Starring: Salma Hayek & Alfred Molina Directed by: Julie Taymor
This is the true story of Frida Kahlo (Salma Hayek) and her husband Diego Rivera (Alfred Molina), the larger-than-life painters who became the most acclaimed artists in Mexican history, and whose tempestuous love affair, landmark journeys to America, and outrageous personalities made them legendary.
Love Frida Kahlo? Check out the work of artists inspired by her..
Directed by: James Bogle
Whiteley is a visual journey into the private life and creative legacy of Australia’s most iconic artist, Brett Whiteley, told “in his own words” using personal letters, notebooks and photographs, interwoven with reconstructions, animations, archival interviews and rare footage.
Starring: Ed Harris, Marcia Gay Harden & Jennifer Connelly
Directed by: Ed Harris
The film is a look back into the life of an extraordinary man, a man who has fittingly been called “an artist dedicated to concealment, a celebrity who nobody knew.” As he struggled with self-doubt, engaging in a lonely tug-of-war between needing to express himself and wanting to shut the world out, Pollock began a downward spiral.
Love Pollock’s art? Check out the work of artist Estelle Asmodelle
Directed by: Frederick Wiseman
A documentary that goes inside one of the great museums of the world: The National Gallery in London. Frederick Wiseman takes the audience on a journey to the heart of the world-famous museum, revealing the secrets within its corridors and its Western art masterpieces. This portrait of the National Gallery shows its way of working and relations with the world, its staff and public and its paintings.
Starring: Guy Pearce Directed by: Dan Friedkin
The Last Vermeer follows “Dutch folk hero Han van Meegeren who swindled millions of dollars from the art world including the Nazis by selling them forgeries of Johannes Vermeer paintings and is considered the most successful art forger of all time.
Starring: Amy Adams and Christoph Waltz Directed by: Tim Burton
The film is about the life of American artist Margaret Keane, famous for painting and drawing portraits of people with big eyes. It follows the story of Margaret and her husband, Walter Keane, who took credit for Margaret’s phenomenally successful and popular paintings in the 1950s and 1960s.
Directed by: Chris Moukarbel
On Oct. 1, 2013, the elusive British street artist known as Banksy launched a self-proclaimed month-long residency in New York City, posting one unique exhibit a day in an unannounced location, sparking a 31-day scavenger hunt both online and on the streets for Banksy’s work.
Capturing this month of madness, Banksy Does New York incorporates user-generated content, from YouTube videos to Instagram photos, from New Yorkers and Banksy hunters alike, whose responses became part of the work itself, for an exhilarating, detailed account of the uproar created by the mysterious artist.
Are you a fan of street art?

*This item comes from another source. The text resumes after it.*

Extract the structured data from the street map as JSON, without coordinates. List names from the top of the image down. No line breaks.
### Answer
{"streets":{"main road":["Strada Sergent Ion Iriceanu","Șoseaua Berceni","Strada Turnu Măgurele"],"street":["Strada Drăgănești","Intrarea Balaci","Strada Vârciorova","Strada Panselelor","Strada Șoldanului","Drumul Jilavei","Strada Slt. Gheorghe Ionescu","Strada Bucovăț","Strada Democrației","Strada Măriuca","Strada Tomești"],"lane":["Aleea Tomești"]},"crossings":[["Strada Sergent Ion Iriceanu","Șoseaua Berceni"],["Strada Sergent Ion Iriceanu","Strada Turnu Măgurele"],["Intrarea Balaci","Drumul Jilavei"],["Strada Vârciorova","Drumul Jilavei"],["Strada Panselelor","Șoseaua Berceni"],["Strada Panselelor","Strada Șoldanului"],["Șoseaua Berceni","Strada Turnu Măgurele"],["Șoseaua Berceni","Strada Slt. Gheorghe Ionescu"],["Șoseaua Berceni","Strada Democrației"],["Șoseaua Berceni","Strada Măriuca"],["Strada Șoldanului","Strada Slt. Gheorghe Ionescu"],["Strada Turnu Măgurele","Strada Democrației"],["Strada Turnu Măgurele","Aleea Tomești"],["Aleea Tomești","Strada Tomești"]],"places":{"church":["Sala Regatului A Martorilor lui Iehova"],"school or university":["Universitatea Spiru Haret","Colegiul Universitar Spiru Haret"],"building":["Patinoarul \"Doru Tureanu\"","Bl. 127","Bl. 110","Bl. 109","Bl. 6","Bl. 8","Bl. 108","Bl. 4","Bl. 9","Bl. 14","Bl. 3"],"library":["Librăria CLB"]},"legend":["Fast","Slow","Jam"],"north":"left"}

Check out the work of our urban/street artists
Starring: Geoffrey Rush & Armie Hammer Directed by: Stanley Tucci
In Paris 1964, famed painter Alberto Giacometti (Geoffrey Rush) bumps into his old friend James Lord (Armie Hammer), the American critic, and asks him to be a model for his latest portrait in his studio for a couple of days. Flattered by the request, Lord complies and as the days turn into weeks and so on, he realizes his entire life has been wasted by this erratic genius. The men’s time together jumps between joy and frustration, as we witness the chaotic genius of Giacometti as he completes one of his last masterpieces.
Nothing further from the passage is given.